Open wlammen opened 2 years ago
I've been wondering how to approach this issue as well. Things will settle down eventually, once the code is a bit closer to locally optimal, but I expect to be putting in a large number of changes in the near future because the objective function has changed discontinuously and so we are currently far from that optimal point.
I don't want to be too forceful here in pushing my changes, but I think we should aim for higher throughput at the expense of review quality in the near term, at least until the big refactors are mostly done, set up CI and testing to ensure no obvious breakage, release a new version, and get some testing and bug reports from users in case of regressions.
Metamath has a lot of edge case behaviors, and I think we will need a big test suite to ensure compatibility with all of it (or at least the part of it we consider important). I think that good testing will be more useful in the long run than careful review (because it's a C project and eyeballs are only so good). Once we start to approach the optimum I think we can start to raise our documentation, testing, and review standards.
Just one answer in 10 days...
For comparison: Here is a code review check list: https://github.com/mgreiler/code-review-checklist. Rest assured that I by far did not not use it exhaustively in my review attempts. They were a compromise between my limited knowledge about the topic at hand, my limited technical skills, my limited time, the perceived eagerness of developers to make perhaps long-awaited changes, and general rules governing software development.
Of course, the overall goals of the metamath-exe project determine the amount of scrutiny used in review. Like security, review rises costs, but may not yield any short-term advantages in return. Review is about quality. The advantages are often seen mid-term or long-term only.

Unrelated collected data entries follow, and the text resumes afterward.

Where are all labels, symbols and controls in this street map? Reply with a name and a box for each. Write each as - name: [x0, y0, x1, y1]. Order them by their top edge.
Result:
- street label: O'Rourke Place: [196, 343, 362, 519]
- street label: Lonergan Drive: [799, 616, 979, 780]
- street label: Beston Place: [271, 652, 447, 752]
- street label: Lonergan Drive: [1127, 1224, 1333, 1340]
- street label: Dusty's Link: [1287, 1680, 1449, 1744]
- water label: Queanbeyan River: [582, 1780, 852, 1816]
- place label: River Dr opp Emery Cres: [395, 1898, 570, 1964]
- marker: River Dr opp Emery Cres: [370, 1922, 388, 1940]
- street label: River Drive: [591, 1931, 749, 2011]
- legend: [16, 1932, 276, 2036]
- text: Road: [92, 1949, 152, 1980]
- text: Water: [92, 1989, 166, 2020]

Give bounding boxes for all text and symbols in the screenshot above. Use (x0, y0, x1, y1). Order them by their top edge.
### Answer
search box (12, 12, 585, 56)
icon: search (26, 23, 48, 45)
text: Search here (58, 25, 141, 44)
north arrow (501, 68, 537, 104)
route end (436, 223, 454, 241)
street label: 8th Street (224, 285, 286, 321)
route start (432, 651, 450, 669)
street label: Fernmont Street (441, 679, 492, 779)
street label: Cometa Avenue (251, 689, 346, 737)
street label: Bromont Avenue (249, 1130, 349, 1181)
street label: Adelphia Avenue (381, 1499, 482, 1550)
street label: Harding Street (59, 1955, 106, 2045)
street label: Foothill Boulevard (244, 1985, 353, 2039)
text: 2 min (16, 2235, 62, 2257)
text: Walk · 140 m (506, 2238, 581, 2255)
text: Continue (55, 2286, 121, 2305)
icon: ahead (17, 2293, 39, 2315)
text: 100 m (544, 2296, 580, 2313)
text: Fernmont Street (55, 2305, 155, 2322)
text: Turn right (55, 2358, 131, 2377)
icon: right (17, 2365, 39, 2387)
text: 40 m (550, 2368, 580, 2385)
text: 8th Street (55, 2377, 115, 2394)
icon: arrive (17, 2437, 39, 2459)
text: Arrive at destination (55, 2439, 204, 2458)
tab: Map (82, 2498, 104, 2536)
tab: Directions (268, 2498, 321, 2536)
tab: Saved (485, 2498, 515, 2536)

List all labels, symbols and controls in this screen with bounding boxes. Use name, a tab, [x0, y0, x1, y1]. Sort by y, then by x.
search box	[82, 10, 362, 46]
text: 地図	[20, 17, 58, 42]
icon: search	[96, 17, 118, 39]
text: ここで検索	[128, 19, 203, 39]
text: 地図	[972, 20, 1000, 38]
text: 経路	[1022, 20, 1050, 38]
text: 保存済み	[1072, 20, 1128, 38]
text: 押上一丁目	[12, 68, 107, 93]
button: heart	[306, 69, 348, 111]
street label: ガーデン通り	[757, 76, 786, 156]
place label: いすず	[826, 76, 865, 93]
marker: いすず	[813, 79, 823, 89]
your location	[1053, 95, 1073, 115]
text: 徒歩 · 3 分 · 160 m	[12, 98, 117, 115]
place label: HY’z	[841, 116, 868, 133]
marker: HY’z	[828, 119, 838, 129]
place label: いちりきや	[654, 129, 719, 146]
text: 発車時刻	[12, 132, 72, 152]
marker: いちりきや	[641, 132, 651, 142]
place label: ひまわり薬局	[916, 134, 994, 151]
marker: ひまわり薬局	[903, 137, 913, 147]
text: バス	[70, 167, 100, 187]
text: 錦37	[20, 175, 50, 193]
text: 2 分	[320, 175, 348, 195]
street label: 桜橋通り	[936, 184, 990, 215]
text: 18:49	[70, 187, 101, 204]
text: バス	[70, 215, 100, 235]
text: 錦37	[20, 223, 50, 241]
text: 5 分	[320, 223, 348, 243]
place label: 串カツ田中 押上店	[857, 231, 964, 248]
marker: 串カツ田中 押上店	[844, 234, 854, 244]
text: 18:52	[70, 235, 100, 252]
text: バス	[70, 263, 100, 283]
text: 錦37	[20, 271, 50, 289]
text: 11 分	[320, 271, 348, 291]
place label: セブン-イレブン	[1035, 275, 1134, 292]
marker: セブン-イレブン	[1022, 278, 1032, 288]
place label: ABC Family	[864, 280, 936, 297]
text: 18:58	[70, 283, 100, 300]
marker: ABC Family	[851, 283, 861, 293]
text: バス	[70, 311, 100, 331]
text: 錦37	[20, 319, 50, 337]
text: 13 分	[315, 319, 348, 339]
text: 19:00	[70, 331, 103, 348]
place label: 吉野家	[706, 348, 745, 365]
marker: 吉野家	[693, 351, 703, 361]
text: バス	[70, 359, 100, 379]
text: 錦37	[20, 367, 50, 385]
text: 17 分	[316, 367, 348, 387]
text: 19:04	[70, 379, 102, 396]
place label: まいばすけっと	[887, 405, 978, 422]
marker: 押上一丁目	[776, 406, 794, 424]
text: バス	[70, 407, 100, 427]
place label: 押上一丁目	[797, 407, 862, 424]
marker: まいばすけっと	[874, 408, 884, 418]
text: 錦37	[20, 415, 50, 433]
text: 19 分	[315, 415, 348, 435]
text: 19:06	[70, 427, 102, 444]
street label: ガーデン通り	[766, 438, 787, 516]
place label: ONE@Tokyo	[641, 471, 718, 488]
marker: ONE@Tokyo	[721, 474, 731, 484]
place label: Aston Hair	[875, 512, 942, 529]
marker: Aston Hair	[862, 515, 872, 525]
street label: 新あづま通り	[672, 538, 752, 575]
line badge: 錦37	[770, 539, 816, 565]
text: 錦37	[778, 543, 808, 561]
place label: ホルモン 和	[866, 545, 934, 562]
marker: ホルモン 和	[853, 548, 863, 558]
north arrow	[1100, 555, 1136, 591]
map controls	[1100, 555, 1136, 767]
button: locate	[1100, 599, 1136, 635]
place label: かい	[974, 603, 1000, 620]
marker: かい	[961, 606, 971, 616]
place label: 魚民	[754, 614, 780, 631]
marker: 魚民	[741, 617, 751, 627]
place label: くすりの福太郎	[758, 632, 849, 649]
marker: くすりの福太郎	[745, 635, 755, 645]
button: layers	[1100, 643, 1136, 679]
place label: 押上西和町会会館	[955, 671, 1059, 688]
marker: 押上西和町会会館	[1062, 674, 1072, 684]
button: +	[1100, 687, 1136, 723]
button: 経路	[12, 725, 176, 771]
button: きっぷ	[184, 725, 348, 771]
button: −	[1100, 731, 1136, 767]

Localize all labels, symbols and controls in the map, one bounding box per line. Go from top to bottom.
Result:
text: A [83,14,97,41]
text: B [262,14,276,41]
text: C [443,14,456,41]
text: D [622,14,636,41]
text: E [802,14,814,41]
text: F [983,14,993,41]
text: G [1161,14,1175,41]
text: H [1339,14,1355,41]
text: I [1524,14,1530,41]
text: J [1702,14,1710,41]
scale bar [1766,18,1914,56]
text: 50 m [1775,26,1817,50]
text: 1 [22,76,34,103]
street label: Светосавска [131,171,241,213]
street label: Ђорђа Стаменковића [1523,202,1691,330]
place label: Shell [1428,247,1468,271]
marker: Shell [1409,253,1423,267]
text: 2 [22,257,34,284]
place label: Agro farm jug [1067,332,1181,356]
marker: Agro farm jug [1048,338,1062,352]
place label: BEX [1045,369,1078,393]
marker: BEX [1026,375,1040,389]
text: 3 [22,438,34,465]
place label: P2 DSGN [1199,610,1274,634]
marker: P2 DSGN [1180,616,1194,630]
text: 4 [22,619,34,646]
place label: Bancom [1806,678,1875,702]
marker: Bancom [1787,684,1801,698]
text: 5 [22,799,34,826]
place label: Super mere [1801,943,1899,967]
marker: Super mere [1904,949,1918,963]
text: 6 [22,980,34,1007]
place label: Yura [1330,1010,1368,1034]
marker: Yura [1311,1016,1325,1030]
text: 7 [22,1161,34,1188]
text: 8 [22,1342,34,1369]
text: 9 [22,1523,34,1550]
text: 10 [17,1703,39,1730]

IMO people voiced their expectation to have a rock-solid, reliable tool on hand. This puts the level of quality very high. My personal idea is to have a piece of software that is accessible to a wider audience. This puts a limit on the complexity and diversity of the software as well.
My hope was to extract from the answers here a draft review check list. So far this did not materialize.
I personally don't think we need to systematize this much. Reviewing just means look over the code as best you can, point out odd things or design decisions, and then move on. I don't think we actually have enough manpower for an extensive review process, at least not without making progress on the codebase grind to a halt.
IMO people voiced their expectation to have a rock-solid, reliable tool on hand. This puts the level of quality very high. My personal idea is to have a piece of software that is accessible to a wider audience. This puts a limit on the complexity and diversity of the software as well.
metamath.exe is (currently) a ball of hacks. Just because it handles a formal system doesn't make it less hackish. Big changes need to happen to even make it possible to review to ensure robustness. We simply aren't ready yet for that level of review.
It seems like there isn't going to be much oversight in this repo, because of lack of interest. So I'm contemplating just merging my own PRs at this point: if no one wants to comment then I'll just continue to the next phase.
metamath.exe is (currently) a ball of hacks. ... Big changes need to happen to even make it possible to review to ensure robustness.
Transition to a more professional style can imo be done systematically, in a steady (and measurable) progress. And if done properly, risk to break current semantics even in corner cases, can be reduced. Such a process begins (my experience) with the evaluation of the current state. Based on that you later define goals, i.e. functionality, styles, architecture, future directions and so on, and methods (bottom-up or reverse, contribution checks, tests, tools etc.) to achieve them. See my note in issue #40.
Starting the evaluation phase was the intent of my PR #41. Besides laying ground for a proper transition, if desired, it allows more people taking part in developing. Because the first hurdle, becoming expert enough to contribute sensibly, is overcome more easily. And the risk of nasty bugs is reduced to boot.
I wouldn't say that the current code is just a ball of hacks. I have seen worse in my life. A few parts look in fact quick and dirty, but in general I perceive an underlying concept as well.
In my eyes, not only the source code is subject to transition. The development process itself needs adjustment. The God-like eminence that decides what to do or not is gone, as well as his profound knowledge of where to expect pitfalls. We need experience and must learn to better judge on how to proceed, as a team.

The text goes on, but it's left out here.